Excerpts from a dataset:
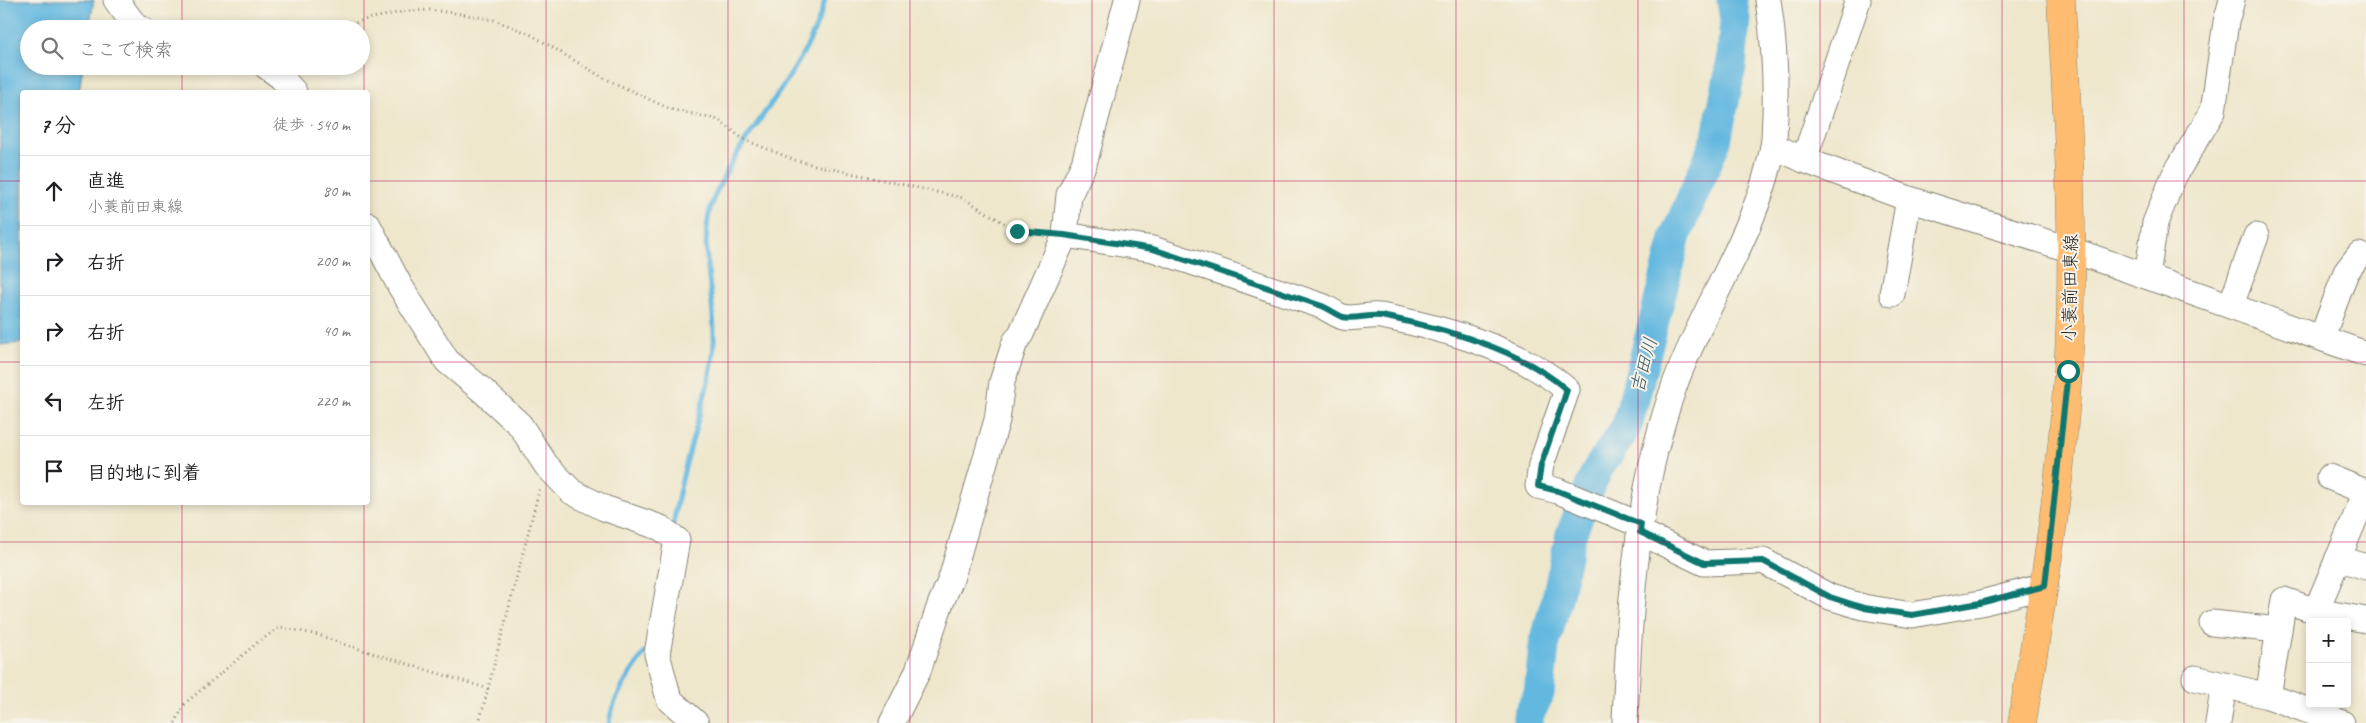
<!DOCTYPE html>
<html lang="ja">
<meta charset="utf-8">
<style>
:root{--surface:#fff;--page:#f2f2f2;--text:#202124;--muted:#757577;--line:#e0e0e0}
body{margin:0;font-family:Caveat,"Klee One",sans-serif;background:var(--page);color:var(--text)}
.controls{position:absolute;right:15px;bottom:15px;display:grid;overflow:hidden;border-radius:5px;box-shadow:0 2px 8px #0003}
.controls button{width:45px;height:45px;display:grid;place-items:center;padding:0;border:0;border-bottom:1px solid var(--line);background:var(--surface);color:var(--text);font:25px sans-serif}
.stop{position:absolute;width:15px;height:15px;margin:-11px;border:4px solid #0f766e;border-radius:50%;background:#fff}
.stop.end{background:#0f766e;border-color:#fff;box-shadow:0 1px 5px #0008}
.list{margin:0;padding:0;list-style:none}
h2{display:flex;justify-content:space-between;align-items:center;height:65px;margin:0;padding:0 20px;font-size:21px}
h2 small{font-size:16px;font-weight:400;color:var(--muted)}
.list li{display:grid;grid-template-columns:32px 1fr auto;gap:15px;align-items:center;box-sizing:border-box;height:70px;padding:0 20px;border-top:1px solid var(--line)}
.list b{display:block;font-size:19px;white-space:nowrap}
.list p{margin:0;font-size:16px;white-space:nowrap;color:var(--muted)}
.list em{font-size:16px;font-style:normal;color:var(--muted)}
.icon{flex:none;width:28px;height:28px;fill:none;stroke:currentColor;stroke-width:2;stroke-linecap:round;stroke-linejoin:round}
.map{position:relative;flex:none;width:2366px;height:723px;overflow:hidden}
.search{position:absolute;background:var(--surface);box-shadow:0 2px 8px #0003;left:20px;top:20px;width:350px;height:55px;display:flex;align-items:center;gap:12px;box-sizing:border-box;padding:0 18px;border-radius:28px;color:var(--muted);font-size:19px}
.panel{position:absolute;background:var(--surface);box-shadow:0 2px 8px #0003;left:20px;top:90px;width:350px;height:415px;border-radius:5px}
.map>svg:first-child{display:block}
.water{fill:#64b8e0;stroke:#406a7e}
.lines{fill:none;stroke-linecap:round;stroke-linejoin:round}
.stream{stroke:#64b8e0;stroke-width:5}
.river{stroke:#64b8e0;stroke-width:31}
.minor-casing{stroke:#858274;stroke-width:27}
.major-casing{stroke:#858274;stroke-width:29}
.path{stroke:#858274;stroke-width:3;stroke-dasharray:1 4;stroke-linecap:butt}
.minor{stroke:#fff;stroke-width:25}
.major{stroke:#fdbc70;stroke-width:28}
.route{stroke:#0f766e;stroke-width:6}
.grid{fill:none;stroke:#c2185b;stroke-width:1;stroke-opacity:0.55}
.labels{text-anchor:middle;stroke-width:4;stroke-linejoin:round;paint-order:stroke}
.street-label{font-size:18px;fill:#1c1c1c;stroke:#f7f3e8}
.water-label{font-size:19px;font-style:italic;fill:#395a6a;stroke:#f7f3e8}
</style>
<div class="map">
<svg width="2366" height="723" viewBox="0 0 2366 723">
<rect width="100%" height="100%" fill="#f7f3e8"/>
<filter id="ink" filterUnits="userSpaceOnUse"><feTurbulence type="fractalNoise" baseFrequency=".02" numOctaves="2"/><feDisplacementMap in="SourceGraphic" scale="10" xChannelSelector="R" yChannelSelector="G"/><feConvolveMatrix kernelMatrix="1 2 1 2 8 2 1 2 1" color-interpolation-filters="sRGB"/></filter>
<filter id="wash" filterUnits="userSpaceOnUse"><feTurbulence type="fractalNoise" baseFrequency=".0096" numOctaves="4" result="noise"/><feDisplacementMap in="SourceGraphic" scale="20" xChannelSelector="R" yChannelSelector="G"/><feGaussianBlur stdDeviation="1.12" result="paint"/><feColorMatrix in="noise" values="0 0 0 0 0 0 0 0 0 0 0 0 0 0 0 0 0 1.4 0 .05"/><feComposite in="paint" operator="in"/></filter>
<g filter="url(#wash)">
<rect width="100%" height="100%" fill="#eee7cc"/>
<polygon class="water" points="0,0 94,0 89,29 29,29 29,66 83,66 79,92 22,92 22,343 0,345"/>
<g class="lines">
<g class="stream">
<path d="M673,527C678,489 689,453 699,416C706,391 714,365 714,339C715,292 696,242 714,197C744,127 806,74 825,0"/>
<path d="M609,723C613,695 630,675 645,652"/>
</g>
<polyline class="river" points="1528,723 1528,716 1539,694 1544,646 1557,598 1571,534 1597,470 1627,426 1676,235 1716,141 1731,67 1735,20 1732,0"/>
</g>
</g>
<g filter="url(#ink)">
<g class="lines">
<g class="minor-casing">
<g id="minor">
<polyline points="116,0 133,23 135,28 142,29"/>
<polyline points="266,66 281,77 294,92"/>
<polyline points="1773,146 1804,160 1909,199 2072,250 2366,354"/>
<polyline points="1804,160 1858,0"/>
<polyline points="368,225 400,286 447,361 482,390 520,425 546,465 572,492 604,508 661,528 677,540 657,654 669,699 696,723"/>
<path d="M1065,235L1153,249L1322,306C1329,309 1336,315 1343,317C1354,320 1369,314 1381,316C1442,328 1519,348 1567,390L1541,465L1538,486L1558,491L1641,525"/>
<polyline points="2147,276 2155,223 2174,176 2213,111 2226,22 2232,0"/>
<polyline points="1892,294 1909,199"/>
<polyline points="2231,305 2256,236"/>
<polyline points="2322,337 2346,272 2359,255"/>
<polyline points="1640,532 1704,563 1763,561 1830,597 1863,607 1912,615 1981,603 2045,586"/>
<polyline points="2338,558 2366,567"/>
<polyline points="2316,611 2366,492 2329,477"/>
<polyline points="2212,623 2278,630"/>
<polyline points="2195,678 2268,696 2342,723"/>
<polyline points="2268,696 2284,600 2316,611 2366,620"/>
<polyline points="892,723 918,671 940,605 951,579 997,420 1002,382 1015,342 1021,334 1065,235 1069,195 1084,164 1127,0"/>
<path d="M1625,723C1629,609 1636,493 1675,384C1704,304 1757,232 1773,147C1775,137 1774,126 1775,117C1776,78 1774,39 1768,0"/>
<polyline points="2218,723 2224,685"/>
</g>
</g>
<g class="major-casing">
<path id="major" d="M2022,723C2041,606 2061,489 2068,370C2076,247 2068,123 2061,0"/>
</g>
<g class="path">
<polyline points="342,29 363,20 407,11 430,10 462,14 494,20 530,34 602,77 670,109 719,120 743,139 797,161 963,198 1017,231 1043,233"/>
<polyline points="175,723 185,704 183,705 257,643 280,627 319,635 340,643 489,689"/>
<polyline points="479,723 540,487"/>
</g>
<use href="#minor" class="minor"/>
<use href="#major" class="major"/>
</g>
</g>
<g class="lines" filter="url(#ink)">
<path class="route" d="M1017,231L1064,235L1153,249L1322,306C1329,309 1336,314 1343,317C1354,320 1369,314 1381,316C1442,328 1519,348 1567,390L1541,465L1538,486L1558,491L1641,524L1640,532L1704,563L1763,561L1830,597L1864,608L1912,615L1980,603L2045,586L2068,371"/>
</g>
<path class="grid" d="M182,0V29M364,0V92M546,0V723M728,0V723M910,0V723M1092,0V723M1274,0V723M1456,0V723M1638,0V723M1820,0V723M2002,0V723M2184,0V723M182,66V92M0,181H22M368,181H2366M0,362H22M368,362H2366M182,502V723M364,502V723M0,542H2366"/>
<g class="labels">
<g class="street-label">
<text transform="translate(2070 288) rotate(-89)" y="6">小蓑前田東線</text>
</g>
<g class="water-label">
<text transform="translate(1643 365) rotate(-75)" y="7">吉田川</text>
</g>
</g>
</svg>
<div class="controls">
<button>+</button>
<button>−</button>
</div>
<div class="stop" style="left:2068px;top:371px"></div>
<div class="stop end" style="left:1017px;top:231px"></div>
<div class="search"><svg class="icon" aria-label="search" viewBox="0 0 24 24"><circle cx="10" cy="10" r="6"/><path d="M15 15l6 6"/></svg>ここで検索</div>
<section class="panel">
<h2>7 分<small>徒歩 · 540 m</small></h2>
<ul class="list">
<li><svg class="icon" aria-label="ahead" viewBox="0 0 24 24"><path d="M12 20V5M6 11l6-6 6 6"/></svg><div><b>直進</b><p>小蓑前田東線</p></div><em>80 m</em></li>
<li><svg class="icon" aria-label="right" viewBox="0 0 24 24"><path d="M7 20v-9h11M14 6l5 5-5 5"/></svg><div><b>右折</b></div><em>200 m</em></li>
<li><svg class="icon" aria-label="right" viewBox="0 0 24 24"><path d="M7 20v-9h11M14 6l5 5-5 5"/></svg><div><b>右折</b></div><em>40 m</em></li>
<li><svg class="icon" aria-label="left" viewBox="0 0 24 24"><path d="M17 20v-9H6M10 6l-5 5 5 5"/></svg><div><b>左折</b></div><em>220 m</em></li>
<li><svg class="icon" aria-label="arrive" viewBox="0 0 24 24"><path d="M6 21V4h12l-3 4 3 4H6"/></svg><div><b>目的地に到着</b></div></li>
</ul>
</section>
</div>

▶ _EXERCISE DIRECTIONS_
Please state how many lines in the records above hold the word "stop", giving only the number.

▶ _TASK OUTPUT_
4